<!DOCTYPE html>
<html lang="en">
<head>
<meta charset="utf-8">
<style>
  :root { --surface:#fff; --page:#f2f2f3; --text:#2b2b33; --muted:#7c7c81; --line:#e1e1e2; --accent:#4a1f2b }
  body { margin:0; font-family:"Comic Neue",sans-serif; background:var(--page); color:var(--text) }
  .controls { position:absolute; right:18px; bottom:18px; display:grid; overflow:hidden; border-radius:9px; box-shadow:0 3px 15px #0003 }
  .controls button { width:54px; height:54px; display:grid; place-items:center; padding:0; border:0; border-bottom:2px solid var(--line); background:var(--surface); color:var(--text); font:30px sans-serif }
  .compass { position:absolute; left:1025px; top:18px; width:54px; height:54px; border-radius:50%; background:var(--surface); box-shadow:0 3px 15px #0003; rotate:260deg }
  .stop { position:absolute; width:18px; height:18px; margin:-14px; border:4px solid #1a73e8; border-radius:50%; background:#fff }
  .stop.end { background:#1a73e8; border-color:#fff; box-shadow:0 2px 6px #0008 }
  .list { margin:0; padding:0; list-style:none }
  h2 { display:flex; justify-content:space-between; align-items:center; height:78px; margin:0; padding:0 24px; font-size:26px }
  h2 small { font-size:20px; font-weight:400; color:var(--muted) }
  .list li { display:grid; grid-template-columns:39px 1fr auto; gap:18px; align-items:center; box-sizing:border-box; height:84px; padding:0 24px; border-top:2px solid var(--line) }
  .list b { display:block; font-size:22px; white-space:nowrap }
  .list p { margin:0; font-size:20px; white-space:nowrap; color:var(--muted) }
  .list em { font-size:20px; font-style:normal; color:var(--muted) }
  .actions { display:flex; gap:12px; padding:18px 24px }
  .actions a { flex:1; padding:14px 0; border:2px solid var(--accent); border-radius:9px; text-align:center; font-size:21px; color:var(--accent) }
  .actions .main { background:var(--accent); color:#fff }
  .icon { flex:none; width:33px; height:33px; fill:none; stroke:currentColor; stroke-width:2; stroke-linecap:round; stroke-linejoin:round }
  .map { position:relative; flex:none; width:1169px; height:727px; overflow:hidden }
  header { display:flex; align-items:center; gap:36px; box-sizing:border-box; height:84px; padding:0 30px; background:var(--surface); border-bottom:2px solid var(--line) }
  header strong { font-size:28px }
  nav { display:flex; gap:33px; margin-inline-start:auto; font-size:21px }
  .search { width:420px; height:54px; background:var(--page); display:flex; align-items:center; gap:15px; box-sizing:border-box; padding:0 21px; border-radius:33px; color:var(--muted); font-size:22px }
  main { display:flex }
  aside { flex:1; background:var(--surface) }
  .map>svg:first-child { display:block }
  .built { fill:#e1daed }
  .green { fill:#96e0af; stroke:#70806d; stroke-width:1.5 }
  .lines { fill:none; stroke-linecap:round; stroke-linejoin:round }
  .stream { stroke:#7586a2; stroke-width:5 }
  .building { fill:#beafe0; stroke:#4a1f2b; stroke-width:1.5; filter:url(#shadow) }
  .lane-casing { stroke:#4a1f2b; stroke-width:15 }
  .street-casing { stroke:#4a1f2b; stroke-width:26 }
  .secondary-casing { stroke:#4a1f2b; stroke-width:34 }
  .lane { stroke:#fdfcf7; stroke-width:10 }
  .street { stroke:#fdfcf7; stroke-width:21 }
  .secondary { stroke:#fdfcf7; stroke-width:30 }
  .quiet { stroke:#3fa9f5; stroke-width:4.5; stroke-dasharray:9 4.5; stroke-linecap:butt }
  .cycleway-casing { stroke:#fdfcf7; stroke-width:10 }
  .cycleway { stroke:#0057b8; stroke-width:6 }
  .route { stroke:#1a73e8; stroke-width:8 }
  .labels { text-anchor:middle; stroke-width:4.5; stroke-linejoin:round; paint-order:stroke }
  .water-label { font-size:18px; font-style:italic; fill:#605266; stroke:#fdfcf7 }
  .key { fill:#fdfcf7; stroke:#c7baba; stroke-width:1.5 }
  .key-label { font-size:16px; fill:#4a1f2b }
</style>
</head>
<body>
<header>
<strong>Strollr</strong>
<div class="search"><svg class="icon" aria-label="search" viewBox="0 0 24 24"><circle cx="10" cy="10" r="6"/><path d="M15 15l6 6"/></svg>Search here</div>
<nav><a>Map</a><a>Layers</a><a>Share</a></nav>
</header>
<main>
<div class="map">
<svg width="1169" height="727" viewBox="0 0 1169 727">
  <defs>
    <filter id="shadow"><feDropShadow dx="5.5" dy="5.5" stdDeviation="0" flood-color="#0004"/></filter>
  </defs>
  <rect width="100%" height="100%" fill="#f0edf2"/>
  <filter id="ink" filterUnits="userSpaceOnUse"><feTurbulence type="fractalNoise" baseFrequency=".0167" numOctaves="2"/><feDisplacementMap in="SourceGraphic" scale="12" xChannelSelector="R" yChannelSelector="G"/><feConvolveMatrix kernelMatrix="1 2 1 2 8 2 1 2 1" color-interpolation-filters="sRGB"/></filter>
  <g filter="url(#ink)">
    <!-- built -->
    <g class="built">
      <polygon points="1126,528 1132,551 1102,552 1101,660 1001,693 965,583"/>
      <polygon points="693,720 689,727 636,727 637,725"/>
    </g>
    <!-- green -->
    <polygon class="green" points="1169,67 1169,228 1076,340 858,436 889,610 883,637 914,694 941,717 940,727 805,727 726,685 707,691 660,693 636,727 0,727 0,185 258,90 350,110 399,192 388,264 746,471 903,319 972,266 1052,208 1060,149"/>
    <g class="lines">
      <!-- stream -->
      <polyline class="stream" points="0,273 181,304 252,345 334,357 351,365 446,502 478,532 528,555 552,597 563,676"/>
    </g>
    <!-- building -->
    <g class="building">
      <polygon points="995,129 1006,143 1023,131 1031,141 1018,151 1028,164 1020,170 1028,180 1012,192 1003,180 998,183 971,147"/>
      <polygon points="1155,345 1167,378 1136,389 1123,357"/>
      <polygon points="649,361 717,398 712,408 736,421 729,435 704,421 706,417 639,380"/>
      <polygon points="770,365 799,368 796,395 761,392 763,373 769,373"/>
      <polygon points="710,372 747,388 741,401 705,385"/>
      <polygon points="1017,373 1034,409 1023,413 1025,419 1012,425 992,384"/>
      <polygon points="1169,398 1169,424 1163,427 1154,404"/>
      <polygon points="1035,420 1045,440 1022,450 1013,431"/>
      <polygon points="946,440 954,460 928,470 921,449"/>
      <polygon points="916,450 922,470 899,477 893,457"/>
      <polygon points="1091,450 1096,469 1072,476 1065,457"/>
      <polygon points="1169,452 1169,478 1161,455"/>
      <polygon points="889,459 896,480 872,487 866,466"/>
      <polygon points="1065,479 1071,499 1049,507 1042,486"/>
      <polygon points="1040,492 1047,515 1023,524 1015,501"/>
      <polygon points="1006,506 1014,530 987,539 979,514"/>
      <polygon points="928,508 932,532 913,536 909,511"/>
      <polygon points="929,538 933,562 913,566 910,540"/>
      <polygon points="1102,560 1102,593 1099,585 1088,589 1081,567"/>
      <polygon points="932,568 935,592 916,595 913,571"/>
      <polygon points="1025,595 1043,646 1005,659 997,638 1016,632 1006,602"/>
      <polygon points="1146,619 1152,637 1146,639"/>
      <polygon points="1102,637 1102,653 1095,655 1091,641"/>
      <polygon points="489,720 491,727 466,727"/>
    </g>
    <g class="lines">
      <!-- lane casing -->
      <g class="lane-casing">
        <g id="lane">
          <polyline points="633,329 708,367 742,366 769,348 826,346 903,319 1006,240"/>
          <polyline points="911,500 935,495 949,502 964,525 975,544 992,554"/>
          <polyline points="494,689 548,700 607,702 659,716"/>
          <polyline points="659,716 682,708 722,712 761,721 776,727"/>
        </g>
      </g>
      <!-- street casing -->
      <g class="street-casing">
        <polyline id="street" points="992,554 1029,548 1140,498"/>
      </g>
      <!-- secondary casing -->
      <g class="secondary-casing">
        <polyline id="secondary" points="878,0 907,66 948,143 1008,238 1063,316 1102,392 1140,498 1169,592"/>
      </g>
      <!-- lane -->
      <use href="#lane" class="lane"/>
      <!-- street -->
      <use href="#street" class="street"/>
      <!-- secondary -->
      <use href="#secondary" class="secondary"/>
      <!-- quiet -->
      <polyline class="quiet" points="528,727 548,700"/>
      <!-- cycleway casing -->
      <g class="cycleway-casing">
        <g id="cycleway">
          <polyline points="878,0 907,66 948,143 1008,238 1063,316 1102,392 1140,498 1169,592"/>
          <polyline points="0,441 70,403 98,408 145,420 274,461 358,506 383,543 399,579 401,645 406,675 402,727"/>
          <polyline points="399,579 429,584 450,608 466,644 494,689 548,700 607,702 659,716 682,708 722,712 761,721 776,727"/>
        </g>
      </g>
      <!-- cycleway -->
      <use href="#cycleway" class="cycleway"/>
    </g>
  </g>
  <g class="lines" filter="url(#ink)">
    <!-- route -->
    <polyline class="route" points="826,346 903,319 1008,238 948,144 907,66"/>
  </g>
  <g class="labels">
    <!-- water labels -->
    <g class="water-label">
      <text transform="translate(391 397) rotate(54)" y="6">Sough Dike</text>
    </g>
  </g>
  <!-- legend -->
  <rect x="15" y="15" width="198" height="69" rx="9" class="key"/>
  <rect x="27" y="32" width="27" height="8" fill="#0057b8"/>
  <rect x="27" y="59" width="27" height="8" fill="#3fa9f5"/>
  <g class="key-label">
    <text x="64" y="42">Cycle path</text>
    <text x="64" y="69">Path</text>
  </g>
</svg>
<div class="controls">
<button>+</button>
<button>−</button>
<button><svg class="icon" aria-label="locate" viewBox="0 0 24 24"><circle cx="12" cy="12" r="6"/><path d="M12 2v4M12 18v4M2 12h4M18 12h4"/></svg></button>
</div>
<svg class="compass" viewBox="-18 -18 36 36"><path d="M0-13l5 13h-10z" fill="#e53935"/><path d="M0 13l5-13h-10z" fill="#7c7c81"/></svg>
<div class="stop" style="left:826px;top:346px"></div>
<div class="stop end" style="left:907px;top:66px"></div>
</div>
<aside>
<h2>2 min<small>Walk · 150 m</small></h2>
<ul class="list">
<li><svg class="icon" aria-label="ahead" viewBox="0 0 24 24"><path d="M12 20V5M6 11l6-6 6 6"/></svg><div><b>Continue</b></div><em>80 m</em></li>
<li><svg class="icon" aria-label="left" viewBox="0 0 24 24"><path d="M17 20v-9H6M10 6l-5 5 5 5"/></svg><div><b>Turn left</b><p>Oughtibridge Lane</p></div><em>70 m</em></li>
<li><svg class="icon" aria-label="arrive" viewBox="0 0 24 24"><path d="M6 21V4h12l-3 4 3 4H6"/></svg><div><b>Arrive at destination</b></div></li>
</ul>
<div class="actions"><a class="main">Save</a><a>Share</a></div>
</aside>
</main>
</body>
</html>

+===+

• Your instructions
Reproduce the lines of the records exactly, from the first one through the line that contains "margin:0; padding:0; list-style:none".

• Output
<!DOCTYPE html>
<html lang="en">
<head>
<meta charset="utf-8">
<style>
  :root { --surface:#fff; --page:#f2f2f3; --text:#2b2b33; --muted:#7c7c81; --line:#e1e1e2; --accent:#4a1f2b }
  body { margin:0; font-family:"Comic Neue",sans-serif; background:var(--page); color:var(--text) }
  .controls { position:absolute; right:18px; bottom:18px; display:grid; overflow:hidden; border-radius:9px; box-shadow:0 3px 15px #0003 }
  .controls button { width:54px; height:54px; display:grid; place-items:center; padding:0; border:0; border-bottom:2px solid var(--line); background:var(--surface); color:var(--text); font:30px sans-serif }
  .compass { position:absolute; left:1025px; top:18px; width:54px; height:54px; border-radius:50%; background:var(--surface); box-shadow:0 3px 15px #0003; rotate:260deg }
  .stop { position:absolute; width:18px; height:18px; margin:-14px; border:4px solid #1a73e8; border-radius:50%; background:#fff }
  .stop.end { background:#1a73e8; border-color:#fff; box-shadow:0 2px 6px #0008 }
  .list { margin:0; padding:0; list-style:none }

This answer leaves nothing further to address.